• [DIRECTIONS FOR THIS TASK] The lines from the top of the listing through the one containing "Instruction: Serialize what" are to be retyped exactly, with no other lines.

━━━━━ DATA TO USE ━━━━━

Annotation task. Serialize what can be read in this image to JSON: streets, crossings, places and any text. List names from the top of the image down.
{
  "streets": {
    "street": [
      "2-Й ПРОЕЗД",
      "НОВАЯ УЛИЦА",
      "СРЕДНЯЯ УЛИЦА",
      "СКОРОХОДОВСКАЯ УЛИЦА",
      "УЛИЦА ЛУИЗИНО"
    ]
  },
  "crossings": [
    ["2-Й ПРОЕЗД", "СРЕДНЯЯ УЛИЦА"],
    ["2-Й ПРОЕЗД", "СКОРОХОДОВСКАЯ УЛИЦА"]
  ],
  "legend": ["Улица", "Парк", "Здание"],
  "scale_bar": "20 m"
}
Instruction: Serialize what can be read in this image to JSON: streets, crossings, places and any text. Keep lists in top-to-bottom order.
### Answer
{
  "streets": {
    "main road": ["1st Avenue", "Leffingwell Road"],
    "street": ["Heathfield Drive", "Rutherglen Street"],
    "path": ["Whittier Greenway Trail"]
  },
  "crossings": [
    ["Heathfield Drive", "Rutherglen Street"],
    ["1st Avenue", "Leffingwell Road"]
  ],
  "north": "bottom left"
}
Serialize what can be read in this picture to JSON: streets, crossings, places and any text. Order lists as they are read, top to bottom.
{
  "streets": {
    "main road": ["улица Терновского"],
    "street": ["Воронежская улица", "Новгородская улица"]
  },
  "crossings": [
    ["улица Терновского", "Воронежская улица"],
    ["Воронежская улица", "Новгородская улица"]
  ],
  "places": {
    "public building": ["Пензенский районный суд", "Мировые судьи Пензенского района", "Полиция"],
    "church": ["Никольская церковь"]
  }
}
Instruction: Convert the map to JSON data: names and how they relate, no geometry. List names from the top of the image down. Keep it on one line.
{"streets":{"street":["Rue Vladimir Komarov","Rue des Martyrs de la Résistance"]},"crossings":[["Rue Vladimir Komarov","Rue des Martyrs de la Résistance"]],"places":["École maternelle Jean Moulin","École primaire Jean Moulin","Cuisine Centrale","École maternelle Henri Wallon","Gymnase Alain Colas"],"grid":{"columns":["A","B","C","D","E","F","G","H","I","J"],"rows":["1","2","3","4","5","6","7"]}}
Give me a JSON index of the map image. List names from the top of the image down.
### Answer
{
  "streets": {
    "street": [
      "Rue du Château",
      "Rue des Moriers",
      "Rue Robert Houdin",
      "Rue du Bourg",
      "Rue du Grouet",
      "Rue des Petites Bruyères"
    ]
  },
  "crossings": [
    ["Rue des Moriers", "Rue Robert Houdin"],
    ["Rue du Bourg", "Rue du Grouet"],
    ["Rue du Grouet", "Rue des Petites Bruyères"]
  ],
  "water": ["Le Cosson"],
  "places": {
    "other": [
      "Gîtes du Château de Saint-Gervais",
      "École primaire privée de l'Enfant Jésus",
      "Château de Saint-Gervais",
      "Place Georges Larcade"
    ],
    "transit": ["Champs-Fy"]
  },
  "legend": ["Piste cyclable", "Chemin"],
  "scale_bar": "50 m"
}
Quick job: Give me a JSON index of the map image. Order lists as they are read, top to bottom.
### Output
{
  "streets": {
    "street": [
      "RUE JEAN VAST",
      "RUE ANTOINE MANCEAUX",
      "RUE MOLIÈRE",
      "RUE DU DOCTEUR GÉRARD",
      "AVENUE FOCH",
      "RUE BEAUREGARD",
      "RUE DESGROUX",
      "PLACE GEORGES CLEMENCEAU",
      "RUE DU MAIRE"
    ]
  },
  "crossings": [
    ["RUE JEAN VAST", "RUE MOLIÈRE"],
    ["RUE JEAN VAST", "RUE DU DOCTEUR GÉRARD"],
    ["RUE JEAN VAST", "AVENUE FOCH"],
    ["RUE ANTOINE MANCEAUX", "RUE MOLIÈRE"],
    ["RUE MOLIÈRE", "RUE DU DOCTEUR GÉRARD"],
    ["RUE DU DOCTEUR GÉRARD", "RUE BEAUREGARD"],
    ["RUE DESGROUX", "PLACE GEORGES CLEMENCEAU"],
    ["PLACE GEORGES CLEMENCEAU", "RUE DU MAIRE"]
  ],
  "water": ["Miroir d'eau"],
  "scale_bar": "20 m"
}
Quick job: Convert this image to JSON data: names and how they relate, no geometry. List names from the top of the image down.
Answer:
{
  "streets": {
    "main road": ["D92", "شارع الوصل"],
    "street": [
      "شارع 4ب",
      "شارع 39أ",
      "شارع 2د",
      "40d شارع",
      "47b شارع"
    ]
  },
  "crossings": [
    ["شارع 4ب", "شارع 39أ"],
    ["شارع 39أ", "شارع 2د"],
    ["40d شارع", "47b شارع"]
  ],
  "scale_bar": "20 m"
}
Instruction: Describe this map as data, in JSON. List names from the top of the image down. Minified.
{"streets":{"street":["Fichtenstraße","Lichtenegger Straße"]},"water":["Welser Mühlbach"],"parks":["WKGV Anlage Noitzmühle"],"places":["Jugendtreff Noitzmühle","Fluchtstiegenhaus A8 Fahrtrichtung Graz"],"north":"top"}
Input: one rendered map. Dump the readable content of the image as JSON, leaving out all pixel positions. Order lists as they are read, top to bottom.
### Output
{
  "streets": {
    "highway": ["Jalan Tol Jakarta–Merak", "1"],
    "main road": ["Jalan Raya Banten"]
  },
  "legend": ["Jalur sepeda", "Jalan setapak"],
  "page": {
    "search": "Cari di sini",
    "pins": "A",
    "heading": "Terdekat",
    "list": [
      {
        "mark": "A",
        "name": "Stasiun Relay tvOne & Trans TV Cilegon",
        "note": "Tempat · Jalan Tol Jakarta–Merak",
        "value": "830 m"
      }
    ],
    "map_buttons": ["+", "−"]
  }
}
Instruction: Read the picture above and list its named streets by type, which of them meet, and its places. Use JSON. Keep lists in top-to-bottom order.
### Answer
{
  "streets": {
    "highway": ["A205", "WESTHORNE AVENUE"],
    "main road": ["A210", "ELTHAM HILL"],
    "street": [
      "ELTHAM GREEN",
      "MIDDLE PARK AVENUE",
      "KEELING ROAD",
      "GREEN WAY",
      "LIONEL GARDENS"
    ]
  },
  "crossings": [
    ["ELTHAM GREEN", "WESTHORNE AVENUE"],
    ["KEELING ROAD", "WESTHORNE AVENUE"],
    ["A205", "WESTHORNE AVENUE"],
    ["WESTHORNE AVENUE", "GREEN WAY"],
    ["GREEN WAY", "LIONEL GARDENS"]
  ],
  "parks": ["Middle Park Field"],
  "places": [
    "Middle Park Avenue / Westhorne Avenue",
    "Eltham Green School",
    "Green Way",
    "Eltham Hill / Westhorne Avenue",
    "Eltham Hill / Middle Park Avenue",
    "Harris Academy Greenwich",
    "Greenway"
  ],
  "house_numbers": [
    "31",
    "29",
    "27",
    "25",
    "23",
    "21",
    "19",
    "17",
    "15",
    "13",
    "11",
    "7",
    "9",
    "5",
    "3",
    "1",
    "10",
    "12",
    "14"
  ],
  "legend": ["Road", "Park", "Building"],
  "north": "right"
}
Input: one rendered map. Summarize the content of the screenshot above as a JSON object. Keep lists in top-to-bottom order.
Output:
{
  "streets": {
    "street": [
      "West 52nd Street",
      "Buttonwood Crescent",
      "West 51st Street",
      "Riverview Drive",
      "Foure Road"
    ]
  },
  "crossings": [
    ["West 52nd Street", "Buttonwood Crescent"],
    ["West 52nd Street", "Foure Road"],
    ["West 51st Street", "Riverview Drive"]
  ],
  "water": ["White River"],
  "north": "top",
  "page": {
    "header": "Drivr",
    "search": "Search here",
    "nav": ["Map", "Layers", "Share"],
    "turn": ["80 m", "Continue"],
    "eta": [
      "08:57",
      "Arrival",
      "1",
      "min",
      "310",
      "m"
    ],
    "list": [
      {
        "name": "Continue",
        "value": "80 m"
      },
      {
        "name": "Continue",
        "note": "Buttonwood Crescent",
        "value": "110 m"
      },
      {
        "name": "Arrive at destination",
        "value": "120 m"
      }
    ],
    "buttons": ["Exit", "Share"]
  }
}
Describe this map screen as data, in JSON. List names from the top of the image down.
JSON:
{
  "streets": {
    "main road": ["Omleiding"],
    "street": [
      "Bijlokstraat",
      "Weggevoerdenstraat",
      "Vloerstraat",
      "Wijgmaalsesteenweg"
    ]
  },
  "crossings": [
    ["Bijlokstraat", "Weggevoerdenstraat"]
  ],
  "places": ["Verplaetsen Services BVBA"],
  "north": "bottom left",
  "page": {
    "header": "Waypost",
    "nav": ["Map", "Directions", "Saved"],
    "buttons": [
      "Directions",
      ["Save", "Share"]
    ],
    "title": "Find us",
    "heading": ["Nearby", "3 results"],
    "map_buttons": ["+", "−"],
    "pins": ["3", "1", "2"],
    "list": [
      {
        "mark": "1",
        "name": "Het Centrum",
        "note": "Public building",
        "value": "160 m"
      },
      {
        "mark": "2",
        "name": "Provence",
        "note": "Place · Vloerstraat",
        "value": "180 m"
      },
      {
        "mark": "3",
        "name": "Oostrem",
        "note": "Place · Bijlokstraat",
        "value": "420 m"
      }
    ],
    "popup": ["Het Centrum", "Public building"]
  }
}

━━━━━

• [SOLUTION FOR THIS PROBLEM]
Annotation task. Serialize what can be read in this image to JSON: streets, crossings, places and any text. List names from the top of the image down.
{
  "streets": {
    "street": [
      "2-Й ПРОЕЗД",
      "НОВАЯ УЛИЦА",
      "СРЕДНЯЯ УЛИЦА",
      "СКОРОХОДОВСКАЯ УЛИЦА",
      "УЛИЦА ЛУИЗИНО"
    ]
  },
  "crossings": [
    ["2-Й ПРОЕЗД", "СРЕДНЯЯ УЛИЦА"],
    ["2-Й ПРОЕЗД", "СКОРОХОДОВСКАЯ УЛИЦА"]
  ],
  "legend": ["Улица", "Парк", "Здание"],
  "scale_bar": "20 m"
}
Instruction: Serialize what can be read in this image to JSON: streets, crossings, places and any text. Keep lists in top-to-bottom order.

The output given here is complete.